> _Your objective_: Run through the records and show each line that includes the string "tools".

»»

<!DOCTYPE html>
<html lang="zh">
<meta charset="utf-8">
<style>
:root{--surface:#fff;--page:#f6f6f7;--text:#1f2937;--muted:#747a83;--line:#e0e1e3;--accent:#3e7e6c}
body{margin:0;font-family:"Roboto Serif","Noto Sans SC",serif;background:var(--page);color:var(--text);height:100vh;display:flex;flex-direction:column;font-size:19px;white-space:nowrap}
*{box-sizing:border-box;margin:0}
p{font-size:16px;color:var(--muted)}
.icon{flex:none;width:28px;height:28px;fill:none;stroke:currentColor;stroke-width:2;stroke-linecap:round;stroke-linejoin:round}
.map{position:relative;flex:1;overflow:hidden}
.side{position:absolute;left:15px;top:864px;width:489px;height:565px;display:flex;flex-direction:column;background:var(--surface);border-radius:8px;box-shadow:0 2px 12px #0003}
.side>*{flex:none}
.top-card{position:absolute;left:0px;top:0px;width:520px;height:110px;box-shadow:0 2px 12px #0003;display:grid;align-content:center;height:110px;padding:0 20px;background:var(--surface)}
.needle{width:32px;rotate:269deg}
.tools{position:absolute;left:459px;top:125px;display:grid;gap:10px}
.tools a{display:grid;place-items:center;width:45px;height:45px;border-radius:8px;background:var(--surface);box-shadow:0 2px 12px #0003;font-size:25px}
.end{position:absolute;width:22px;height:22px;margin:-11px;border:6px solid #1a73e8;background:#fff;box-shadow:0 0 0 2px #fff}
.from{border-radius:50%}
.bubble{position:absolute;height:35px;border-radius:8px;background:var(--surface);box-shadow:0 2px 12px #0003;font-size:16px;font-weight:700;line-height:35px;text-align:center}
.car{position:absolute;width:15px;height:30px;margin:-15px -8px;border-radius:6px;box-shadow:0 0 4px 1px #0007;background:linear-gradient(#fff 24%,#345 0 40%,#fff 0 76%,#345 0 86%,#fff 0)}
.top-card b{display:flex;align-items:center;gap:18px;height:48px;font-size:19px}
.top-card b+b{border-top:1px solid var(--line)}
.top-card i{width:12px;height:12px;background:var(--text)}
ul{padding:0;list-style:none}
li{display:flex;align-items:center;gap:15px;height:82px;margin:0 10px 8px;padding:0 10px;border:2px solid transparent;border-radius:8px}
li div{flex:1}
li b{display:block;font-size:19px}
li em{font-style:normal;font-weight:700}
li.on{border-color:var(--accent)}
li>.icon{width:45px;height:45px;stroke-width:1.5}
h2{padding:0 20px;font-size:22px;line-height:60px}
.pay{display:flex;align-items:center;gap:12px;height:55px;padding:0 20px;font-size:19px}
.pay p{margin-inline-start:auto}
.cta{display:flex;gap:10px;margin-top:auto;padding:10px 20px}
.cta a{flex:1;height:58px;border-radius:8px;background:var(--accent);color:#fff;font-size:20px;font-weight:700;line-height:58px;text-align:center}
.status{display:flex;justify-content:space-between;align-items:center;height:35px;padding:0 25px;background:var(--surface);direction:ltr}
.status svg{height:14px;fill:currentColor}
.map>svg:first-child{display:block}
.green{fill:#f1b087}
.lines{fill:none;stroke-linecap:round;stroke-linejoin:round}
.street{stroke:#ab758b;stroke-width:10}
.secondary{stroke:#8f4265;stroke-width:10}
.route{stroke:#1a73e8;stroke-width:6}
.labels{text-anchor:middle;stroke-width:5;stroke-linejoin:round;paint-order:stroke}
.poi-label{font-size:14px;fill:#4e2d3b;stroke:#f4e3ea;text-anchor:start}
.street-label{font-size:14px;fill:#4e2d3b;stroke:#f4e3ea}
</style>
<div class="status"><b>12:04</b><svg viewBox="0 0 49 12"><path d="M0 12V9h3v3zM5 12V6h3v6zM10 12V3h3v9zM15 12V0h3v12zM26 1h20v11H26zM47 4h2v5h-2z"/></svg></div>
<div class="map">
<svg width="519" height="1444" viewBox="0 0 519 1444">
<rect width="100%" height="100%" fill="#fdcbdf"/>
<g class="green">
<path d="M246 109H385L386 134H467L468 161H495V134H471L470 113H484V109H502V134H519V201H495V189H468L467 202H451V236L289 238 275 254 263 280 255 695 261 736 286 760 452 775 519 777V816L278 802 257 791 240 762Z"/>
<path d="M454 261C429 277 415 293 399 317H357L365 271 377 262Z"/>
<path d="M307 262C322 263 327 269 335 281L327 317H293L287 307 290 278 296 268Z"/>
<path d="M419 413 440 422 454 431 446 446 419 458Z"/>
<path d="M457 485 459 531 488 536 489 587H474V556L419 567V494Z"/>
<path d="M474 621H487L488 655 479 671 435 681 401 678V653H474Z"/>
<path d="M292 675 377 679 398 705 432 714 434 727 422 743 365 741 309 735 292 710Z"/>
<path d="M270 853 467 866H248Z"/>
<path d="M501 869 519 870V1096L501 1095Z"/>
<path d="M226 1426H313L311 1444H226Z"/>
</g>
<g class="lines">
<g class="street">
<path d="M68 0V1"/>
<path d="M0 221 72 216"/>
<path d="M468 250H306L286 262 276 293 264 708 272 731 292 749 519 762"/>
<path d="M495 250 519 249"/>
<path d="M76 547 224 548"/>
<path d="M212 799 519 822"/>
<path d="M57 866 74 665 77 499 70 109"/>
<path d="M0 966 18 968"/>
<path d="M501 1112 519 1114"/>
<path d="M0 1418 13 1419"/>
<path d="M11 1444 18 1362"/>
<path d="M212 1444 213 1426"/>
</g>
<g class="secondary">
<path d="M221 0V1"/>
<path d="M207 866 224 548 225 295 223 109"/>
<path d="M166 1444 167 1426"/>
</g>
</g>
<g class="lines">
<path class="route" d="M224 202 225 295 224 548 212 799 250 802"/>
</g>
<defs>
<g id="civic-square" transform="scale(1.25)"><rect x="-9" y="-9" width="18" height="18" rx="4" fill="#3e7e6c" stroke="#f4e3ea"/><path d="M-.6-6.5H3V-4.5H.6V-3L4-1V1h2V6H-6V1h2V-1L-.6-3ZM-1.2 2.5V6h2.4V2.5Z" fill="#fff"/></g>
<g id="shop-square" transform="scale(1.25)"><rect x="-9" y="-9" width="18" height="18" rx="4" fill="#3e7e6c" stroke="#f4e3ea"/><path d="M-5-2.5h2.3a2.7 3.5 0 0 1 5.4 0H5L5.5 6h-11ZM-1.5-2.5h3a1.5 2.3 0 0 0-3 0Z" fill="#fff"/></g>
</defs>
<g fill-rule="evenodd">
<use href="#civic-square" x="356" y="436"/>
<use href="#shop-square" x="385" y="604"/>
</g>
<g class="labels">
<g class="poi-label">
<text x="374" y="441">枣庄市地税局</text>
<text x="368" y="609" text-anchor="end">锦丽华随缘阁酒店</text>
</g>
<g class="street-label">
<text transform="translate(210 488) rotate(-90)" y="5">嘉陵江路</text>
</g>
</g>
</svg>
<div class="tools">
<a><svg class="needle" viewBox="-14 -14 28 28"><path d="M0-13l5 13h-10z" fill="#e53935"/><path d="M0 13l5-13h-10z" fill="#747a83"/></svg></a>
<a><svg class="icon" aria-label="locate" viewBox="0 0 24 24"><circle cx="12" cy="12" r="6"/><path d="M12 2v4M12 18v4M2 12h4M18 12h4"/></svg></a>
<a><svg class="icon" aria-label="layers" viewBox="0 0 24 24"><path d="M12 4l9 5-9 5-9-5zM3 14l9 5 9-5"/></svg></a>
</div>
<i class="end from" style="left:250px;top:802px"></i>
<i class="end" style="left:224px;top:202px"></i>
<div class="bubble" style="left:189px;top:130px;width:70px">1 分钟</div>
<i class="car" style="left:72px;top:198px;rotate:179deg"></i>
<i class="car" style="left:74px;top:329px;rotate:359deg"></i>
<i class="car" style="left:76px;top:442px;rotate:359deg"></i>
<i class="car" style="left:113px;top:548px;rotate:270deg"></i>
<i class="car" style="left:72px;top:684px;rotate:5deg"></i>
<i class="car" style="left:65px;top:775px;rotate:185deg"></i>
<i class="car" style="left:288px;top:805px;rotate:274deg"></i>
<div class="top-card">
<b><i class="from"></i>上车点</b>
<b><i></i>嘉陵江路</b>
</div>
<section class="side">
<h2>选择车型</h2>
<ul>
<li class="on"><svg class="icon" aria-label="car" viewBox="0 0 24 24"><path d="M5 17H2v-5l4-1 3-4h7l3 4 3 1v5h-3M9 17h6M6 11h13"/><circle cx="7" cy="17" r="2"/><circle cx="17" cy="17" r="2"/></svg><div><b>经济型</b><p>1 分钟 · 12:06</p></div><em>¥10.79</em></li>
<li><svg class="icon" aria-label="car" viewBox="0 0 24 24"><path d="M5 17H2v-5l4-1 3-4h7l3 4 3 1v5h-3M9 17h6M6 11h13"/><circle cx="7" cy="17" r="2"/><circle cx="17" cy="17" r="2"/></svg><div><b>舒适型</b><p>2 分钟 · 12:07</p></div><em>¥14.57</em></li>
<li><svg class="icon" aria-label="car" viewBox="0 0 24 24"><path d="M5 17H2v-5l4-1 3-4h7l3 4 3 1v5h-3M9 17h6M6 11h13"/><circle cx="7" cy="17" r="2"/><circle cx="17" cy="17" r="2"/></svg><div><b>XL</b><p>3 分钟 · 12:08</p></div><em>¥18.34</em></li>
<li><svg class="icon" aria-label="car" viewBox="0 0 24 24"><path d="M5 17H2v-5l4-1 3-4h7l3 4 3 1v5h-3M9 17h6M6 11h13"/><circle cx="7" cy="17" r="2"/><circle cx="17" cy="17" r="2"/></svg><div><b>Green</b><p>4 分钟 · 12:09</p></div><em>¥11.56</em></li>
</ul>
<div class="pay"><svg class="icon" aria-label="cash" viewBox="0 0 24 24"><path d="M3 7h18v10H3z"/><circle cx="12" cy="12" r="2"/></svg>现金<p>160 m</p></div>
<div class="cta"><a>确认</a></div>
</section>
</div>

««

> _Result of this task_:
.tools{position:absolute;left:459px;top:125px;display:grid;gap:10px}
.tools a{display:grid;place-items:center;width:45px;height:45px;border-radius:8px;background:var(--surface);box-shadow:0 2px 12px #0003;font-size:25px}
<div class="tools">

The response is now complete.